Allies in name only? China’s money flows around Iran and Russia

Dalga Khatinoglu
Dalga Khatinoglu

Oil, gas and Iran economic analyst

Aug 12, 2025, 15:33 GMT+1Updated: 04:13 GMT+0
Chinese Foreign Minister Wag Yi, stands with Russian Deputy Foreign Minister Sergey Ryabkov, and Iranian Deputy Foreign Minister Kazeem Gharibabadi in Beijing, March 14, 2025
Chinese Foreign Minister Wag Yi, stands with Russian Deputy Foreign Minister Sergey Ryabkov, and Iranian Deputy Foreign Minister Kazeem Gharibabadi in Beijing, March 14, 2025

While China keeps buying discounted oil from Iran and Russia, it is steering new investments and trade routes toward their competitors, official Chinese data reveals.

Billions are flowing into Central Asia, the Caucasus and the Arab world while Beijing’s allies in Tehran and Moscow are left out of major infrastructure projects.

The latest figures on China’s Belt and Road Initiative (BRI) show the scale of the shift.

In the first half of 2025, Beijing invested more than $57 billion and signed $66 billion in contracts under the scheme. Neither Iran nor Russia appears on the list.

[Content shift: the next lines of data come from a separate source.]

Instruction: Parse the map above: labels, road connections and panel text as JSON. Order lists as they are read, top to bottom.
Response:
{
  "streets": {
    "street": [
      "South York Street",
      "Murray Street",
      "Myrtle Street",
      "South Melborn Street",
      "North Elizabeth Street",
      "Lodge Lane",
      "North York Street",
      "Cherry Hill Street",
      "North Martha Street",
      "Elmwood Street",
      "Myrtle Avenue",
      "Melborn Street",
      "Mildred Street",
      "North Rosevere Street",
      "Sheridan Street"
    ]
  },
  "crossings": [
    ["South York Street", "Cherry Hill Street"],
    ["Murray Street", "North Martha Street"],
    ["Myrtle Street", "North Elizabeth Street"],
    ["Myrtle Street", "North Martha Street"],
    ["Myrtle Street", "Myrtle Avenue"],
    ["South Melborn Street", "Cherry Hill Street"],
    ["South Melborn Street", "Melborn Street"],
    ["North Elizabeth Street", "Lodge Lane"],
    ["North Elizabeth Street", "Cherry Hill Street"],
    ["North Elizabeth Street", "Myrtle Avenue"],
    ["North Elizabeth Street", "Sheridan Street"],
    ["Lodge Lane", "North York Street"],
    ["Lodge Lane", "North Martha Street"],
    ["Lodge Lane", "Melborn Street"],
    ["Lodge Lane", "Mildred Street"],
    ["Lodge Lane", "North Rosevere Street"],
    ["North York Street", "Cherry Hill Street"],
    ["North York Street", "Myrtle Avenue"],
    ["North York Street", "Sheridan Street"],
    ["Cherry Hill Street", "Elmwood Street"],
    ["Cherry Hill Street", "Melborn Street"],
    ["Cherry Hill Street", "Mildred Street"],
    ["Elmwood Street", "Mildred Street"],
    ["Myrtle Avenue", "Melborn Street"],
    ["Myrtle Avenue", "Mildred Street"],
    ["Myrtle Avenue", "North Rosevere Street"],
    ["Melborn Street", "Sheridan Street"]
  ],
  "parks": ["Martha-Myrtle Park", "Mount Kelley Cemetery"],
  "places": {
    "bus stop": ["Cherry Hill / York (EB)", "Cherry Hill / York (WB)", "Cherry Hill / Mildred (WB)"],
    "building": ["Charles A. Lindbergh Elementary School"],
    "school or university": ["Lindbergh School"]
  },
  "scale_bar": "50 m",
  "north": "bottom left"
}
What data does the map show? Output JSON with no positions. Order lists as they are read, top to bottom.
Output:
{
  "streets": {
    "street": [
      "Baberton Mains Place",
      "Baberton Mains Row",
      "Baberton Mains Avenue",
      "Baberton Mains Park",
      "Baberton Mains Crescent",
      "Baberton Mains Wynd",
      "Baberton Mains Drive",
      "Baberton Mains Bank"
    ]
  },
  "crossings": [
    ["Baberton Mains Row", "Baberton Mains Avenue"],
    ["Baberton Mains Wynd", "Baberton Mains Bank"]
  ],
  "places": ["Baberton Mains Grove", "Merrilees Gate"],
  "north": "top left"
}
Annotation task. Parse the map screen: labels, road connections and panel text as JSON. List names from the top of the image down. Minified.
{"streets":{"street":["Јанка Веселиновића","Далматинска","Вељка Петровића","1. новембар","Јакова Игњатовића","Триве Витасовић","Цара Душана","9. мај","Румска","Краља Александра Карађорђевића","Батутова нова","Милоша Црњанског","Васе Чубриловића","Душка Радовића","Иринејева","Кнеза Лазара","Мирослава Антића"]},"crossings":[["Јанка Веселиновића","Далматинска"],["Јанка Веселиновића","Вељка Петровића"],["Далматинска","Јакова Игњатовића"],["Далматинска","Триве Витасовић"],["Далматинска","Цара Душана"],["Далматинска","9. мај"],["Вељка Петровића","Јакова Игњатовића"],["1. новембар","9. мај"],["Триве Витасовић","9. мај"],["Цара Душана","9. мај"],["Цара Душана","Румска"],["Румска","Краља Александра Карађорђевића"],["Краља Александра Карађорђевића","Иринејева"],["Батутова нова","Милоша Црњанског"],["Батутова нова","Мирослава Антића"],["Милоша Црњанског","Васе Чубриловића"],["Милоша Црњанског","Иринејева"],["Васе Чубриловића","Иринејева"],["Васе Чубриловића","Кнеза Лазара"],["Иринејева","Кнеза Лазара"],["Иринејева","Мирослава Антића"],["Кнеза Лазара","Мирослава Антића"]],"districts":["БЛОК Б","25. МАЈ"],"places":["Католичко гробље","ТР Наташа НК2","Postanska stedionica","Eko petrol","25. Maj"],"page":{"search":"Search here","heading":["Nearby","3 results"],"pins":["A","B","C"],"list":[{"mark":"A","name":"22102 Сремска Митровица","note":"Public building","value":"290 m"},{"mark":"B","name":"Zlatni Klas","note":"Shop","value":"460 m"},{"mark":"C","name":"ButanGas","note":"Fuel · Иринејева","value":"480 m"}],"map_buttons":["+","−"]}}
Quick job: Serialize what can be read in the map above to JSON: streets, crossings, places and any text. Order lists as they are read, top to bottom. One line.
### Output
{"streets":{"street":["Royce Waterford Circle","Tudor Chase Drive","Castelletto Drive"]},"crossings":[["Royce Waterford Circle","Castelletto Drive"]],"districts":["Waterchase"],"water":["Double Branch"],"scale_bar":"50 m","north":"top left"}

For Iran, this marks almost a decade without significant Chinese investment—the last major deal was in 2016, when CNPC signed on to develop South Pars Phase 11, only to pull out after U.S. sanctions returned.

Although Tehran, Moscow and Beijing often signal unity—through joint summits, military drills, and declarations that present them as a bloc challenging the West—China’s approach has been far more pragmatic.

In Washington and European capitals they are frequently cast as strategic allies, but Beijing has shown little appetite for sharing in Iran’s or Russia’s conflicts, and is not putting its money where its mouth is.

New routes

China is backing transport corridors that cut both countries out of Eurasian trade.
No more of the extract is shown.